* [What you are asked to do] All lines of the records below that contain the word "José" must be listed.

(Records excerpted from a collection)
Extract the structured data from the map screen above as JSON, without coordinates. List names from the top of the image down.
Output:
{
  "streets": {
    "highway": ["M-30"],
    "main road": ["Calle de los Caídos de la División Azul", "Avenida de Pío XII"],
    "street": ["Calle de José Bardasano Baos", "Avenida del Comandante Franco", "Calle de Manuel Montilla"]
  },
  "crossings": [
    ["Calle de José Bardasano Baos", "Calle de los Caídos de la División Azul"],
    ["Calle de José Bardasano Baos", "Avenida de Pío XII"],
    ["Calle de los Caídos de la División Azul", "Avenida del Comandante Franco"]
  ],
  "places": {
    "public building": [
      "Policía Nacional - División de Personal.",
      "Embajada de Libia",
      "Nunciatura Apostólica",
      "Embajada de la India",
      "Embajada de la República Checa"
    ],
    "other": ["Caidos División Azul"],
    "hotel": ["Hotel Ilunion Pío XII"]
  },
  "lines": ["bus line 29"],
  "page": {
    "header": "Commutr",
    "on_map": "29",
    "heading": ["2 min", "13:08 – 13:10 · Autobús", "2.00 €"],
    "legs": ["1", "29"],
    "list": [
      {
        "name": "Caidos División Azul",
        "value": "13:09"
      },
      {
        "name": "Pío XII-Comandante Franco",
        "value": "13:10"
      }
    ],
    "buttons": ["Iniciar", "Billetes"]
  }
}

* [Written reply]
    "street": ["Calle de José Bardasano Baos", "Avenida del Comandante Franco", "Calle de Manuel Montilla"]
    ["Calle de José Bardasano Baos", "Calle de los Caídos de la División Azul"],
    ["Calle de José Bardasano Baos", "Avenida de Pío XII"],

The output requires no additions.